***** Exercise data *****

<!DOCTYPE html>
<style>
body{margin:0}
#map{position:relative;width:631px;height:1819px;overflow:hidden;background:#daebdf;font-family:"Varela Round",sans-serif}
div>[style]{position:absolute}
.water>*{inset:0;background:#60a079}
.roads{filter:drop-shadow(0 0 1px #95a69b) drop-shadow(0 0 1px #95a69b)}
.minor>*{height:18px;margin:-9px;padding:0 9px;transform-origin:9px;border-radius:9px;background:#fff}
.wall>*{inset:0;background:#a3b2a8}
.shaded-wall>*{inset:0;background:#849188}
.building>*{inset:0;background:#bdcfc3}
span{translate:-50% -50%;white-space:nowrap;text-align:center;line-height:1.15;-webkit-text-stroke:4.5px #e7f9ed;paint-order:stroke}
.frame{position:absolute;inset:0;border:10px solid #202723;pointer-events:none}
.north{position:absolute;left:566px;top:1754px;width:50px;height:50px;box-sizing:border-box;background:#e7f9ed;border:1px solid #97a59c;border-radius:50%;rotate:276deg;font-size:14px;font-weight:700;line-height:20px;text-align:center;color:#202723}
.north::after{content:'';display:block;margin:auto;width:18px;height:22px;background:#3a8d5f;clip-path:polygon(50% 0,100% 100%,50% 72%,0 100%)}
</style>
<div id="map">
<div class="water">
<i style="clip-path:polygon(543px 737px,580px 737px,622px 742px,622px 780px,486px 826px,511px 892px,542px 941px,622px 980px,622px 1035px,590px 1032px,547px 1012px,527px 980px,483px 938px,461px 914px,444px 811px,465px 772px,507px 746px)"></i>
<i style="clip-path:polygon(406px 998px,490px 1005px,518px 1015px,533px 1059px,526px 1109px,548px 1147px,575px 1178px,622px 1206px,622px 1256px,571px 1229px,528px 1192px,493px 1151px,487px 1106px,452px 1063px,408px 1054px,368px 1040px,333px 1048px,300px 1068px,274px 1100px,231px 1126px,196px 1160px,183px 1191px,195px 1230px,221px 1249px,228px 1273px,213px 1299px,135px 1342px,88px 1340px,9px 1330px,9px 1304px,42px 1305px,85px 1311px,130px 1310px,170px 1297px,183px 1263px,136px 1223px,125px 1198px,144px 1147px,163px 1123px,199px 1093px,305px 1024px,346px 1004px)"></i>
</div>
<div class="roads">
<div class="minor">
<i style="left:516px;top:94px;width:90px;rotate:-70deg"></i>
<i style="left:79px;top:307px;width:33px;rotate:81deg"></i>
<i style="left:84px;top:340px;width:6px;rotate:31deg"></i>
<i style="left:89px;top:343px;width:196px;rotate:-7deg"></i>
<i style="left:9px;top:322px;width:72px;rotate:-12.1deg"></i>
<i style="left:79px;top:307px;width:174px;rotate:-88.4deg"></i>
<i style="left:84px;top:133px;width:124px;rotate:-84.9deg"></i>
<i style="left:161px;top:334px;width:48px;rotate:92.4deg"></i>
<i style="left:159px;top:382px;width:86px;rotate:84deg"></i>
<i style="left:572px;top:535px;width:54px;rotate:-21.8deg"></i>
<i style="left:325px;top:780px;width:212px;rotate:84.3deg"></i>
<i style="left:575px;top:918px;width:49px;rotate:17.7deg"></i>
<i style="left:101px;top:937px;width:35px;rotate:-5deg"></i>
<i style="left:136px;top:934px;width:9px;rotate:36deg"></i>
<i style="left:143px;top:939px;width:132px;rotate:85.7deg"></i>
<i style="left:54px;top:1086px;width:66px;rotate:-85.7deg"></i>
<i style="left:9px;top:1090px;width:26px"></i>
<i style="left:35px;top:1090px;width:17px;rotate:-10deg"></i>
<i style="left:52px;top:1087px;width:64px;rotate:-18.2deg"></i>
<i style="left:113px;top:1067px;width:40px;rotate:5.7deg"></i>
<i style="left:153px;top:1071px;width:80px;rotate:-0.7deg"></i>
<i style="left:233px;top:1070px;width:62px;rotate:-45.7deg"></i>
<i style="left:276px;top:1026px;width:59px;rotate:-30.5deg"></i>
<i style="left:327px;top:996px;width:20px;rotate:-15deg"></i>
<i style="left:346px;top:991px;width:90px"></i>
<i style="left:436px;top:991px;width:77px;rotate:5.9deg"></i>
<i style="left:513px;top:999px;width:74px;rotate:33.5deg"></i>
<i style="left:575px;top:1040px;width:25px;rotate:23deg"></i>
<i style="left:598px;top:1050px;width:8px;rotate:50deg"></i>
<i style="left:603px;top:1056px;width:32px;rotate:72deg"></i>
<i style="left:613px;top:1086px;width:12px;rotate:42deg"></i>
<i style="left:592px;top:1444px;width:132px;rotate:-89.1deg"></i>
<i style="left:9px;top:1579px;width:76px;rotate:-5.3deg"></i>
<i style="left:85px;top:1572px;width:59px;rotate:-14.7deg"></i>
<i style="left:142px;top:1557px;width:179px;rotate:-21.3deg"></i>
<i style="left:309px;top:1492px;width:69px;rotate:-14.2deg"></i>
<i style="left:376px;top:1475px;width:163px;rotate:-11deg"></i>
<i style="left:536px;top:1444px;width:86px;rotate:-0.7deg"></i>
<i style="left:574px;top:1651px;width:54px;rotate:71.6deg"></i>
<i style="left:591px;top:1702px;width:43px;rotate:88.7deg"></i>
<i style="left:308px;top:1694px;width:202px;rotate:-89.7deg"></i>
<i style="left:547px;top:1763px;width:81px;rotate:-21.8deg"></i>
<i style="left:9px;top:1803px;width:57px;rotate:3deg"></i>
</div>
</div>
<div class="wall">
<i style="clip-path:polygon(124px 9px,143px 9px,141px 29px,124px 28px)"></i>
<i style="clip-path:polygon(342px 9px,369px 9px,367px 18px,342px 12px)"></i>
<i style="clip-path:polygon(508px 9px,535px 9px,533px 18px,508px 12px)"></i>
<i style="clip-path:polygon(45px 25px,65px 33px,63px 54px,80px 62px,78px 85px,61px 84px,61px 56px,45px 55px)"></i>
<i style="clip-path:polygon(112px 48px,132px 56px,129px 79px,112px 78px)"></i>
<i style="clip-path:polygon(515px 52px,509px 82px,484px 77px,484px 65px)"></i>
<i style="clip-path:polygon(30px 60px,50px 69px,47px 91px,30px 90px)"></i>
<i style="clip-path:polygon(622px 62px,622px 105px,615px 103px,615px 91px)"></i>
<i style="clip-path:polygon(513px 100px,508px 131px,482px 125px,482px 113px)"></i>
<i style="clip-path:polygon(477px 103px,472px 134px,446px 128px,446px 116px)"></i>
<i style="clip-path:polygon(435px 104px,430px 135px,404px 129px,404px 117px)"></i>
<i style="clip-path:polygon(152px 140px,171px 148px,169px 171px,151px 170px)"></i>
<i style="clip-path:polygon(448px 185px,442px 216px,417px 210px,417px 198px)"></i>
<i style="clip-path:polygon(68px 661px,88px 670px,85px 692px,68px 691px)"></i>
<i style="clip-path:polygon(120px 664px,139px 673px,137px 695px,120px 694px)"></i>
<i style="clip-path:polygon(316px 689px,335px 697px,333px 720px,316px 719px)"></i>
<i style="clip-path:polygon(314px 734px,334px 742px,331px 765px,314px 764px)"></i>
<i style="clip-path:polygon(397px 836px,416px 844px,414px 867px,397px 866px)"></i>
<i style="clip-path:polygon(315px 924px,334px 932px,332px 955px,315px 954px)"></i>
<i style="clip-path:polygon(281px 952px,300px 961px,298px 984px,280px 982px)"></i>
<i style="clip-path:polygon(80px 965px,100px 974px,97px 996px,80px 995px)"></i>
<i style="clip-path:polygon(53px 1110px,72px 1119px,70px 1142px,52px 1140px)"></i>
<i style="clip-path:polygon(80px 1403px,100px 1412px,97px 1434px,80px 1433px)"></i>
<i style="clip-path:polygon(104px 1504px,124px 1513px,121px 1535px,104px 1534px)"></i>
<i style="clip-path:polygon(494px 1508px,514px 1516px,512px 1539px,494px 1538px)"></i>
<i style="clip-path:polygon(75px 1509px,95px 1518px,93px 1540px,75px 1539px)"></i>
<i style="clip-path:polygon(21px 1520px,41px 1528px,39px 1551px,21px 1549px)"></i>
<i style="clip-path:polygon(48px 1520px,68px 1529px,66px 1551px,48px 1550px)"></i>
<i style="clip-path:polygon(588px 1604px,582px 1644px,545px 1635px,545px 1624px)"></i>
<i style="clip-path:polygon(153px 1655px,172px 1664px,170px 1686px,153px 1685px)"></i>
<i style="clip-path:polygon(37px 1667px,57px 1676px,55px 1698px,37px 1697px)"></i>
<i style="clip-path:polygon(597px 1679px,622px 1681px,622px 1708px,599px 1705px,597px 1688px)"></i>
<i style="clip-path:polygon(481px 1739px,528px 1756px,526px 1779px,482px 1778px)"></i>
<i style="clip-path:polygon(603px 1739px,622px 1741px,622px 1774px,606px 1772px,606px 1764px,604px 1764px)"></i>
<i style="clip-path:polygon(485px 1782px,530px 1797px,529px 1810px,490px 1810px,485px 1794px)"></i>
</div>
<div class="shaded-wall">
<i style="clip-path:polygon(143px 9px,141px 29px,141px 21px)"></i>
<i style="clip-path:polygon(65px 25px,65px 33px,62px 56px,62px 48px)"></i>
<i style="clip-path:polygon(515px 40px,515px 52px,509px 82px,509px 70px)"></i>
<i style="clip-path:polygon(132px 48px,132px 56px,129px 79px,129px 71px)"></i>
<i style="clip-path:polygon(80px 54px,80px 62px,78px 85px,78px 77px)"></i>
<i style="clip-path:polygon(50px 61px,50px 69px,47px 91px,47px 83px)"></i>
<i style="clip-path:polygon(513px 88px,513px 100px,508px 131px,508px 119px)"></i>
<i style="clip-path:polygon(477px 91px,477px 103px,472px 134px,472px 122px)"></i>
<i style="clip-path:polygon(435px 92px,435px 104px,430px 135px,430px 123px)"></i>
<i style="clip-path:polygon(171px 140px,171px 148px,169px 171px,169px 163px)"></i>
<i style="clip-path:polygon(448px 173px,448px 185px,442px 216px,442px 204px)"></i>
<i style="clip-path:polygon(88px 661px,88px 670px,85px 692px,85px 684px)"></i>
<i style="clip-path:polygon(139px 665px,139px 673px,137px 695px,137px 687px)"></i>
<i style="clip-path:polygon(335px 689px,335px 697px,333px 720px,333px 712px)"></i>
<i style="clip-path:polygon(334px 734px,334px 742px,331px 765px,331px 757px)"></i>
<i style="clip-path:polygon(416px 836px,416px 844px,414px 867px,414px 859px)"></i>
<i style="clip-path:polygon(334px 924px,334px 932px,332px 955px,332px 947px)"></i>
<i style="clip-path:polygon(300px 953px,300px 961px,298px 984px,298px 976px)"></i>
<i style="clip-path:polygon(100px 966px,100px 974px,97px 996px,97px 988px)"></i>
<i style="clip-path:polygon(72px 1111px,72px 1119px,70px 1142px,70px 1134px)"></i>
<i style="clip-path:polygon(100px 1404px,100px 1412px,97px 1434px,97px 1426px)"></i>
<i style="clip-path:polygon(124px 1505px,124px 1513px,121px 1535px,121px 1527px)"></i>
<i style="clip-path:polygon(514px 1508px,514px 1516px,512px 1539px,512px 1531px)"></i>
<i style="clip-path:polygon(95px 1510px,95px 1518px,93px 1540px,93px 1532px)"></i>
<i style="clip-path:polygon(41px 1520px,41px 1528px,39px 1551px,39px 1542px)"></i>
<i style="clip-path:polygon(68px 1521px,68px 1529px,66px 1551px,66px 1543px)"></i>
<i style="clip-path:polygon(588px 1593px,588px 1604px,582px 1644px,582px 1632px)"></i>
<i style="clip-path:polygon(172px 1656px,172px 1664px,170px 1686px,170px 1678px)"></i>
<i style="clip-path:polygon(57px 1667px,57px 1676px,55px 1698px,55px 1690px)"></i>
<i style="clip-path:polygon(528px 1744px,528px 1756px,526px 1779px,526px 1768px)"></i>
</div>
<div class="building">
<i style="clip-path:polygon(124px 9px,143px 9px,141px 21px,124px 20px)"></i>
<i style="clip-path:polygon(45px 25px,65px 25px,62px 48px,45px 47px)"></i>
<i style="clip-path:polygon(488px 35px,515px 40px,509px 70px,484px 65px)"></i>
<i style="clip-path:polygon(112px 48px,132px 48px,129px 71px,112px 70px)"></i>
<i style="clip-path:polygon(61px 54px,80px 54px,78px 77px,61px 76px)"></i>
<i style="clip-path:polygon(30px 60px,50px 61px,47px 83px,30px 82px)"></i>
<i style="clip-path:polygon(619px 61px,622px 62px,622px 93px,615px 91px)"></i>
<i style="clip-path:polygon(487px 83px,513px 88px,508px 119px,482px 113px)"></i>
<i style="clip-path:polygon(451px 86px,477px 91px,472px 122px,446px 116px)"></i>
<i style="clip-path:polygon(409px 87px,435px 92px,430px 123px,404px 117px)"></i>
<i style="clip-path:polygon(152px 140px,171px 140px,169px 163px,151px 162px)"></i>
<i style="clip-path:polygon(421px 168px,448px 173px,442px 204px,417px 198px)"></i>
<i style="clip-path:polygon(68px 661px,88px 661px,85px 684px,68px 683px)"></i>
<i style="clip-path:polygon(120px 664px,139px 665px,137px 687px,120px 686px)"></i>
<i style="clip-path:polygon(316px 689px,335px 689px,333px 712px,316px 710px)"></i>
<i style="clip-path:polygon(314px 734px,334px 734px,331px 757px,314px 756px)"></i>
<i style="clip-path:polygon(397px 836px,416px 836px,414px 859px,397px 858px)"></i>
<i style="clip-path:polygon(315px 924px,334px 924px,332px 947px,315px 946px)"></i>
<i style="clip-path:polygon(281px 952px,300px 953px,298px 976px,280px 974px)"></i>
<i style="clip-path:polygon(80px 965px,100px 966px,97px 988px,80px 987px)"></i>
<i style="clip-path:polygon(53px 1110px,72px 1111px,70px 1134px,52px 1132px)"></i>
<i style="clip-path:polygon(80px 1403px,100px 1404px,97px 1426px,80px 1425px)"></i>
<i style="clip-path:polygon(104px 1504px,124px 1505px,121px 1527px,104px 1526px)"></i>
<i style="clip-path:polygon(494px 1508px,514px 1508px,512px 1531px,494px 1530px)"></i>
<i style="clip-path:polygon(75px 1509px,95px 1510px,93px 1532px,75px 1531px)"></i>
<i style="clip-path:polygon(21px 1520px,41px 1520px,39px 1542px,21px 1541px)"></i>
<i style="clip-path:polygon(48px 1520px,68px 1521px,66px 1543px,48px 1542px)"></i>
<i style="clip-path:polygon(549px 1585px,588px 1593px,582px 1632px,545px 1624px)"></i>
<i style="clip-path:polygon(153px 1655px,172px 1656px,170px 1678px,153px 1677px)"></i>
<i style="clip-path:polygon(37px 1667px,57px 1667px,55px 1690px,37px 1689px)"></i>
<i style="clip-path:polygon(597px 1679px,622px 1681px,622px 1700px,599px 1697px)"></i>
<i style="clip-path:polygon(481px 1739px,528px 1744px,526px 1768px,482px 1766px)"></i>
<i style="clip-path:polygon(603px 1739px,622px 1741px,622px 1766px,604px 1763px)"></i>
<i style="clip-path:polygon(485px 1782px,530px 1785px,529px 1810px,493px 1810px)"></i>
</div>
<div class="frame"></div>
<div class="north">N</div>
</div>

*****

- **Task objective**
Across the listing above, report every line where "roads" occurs.

- **Answer area**
.roads{filter:drop-shadow(0 0 1px #95a69b) drop-shadow(0 0 1px #95a69b)}
<div class="roads">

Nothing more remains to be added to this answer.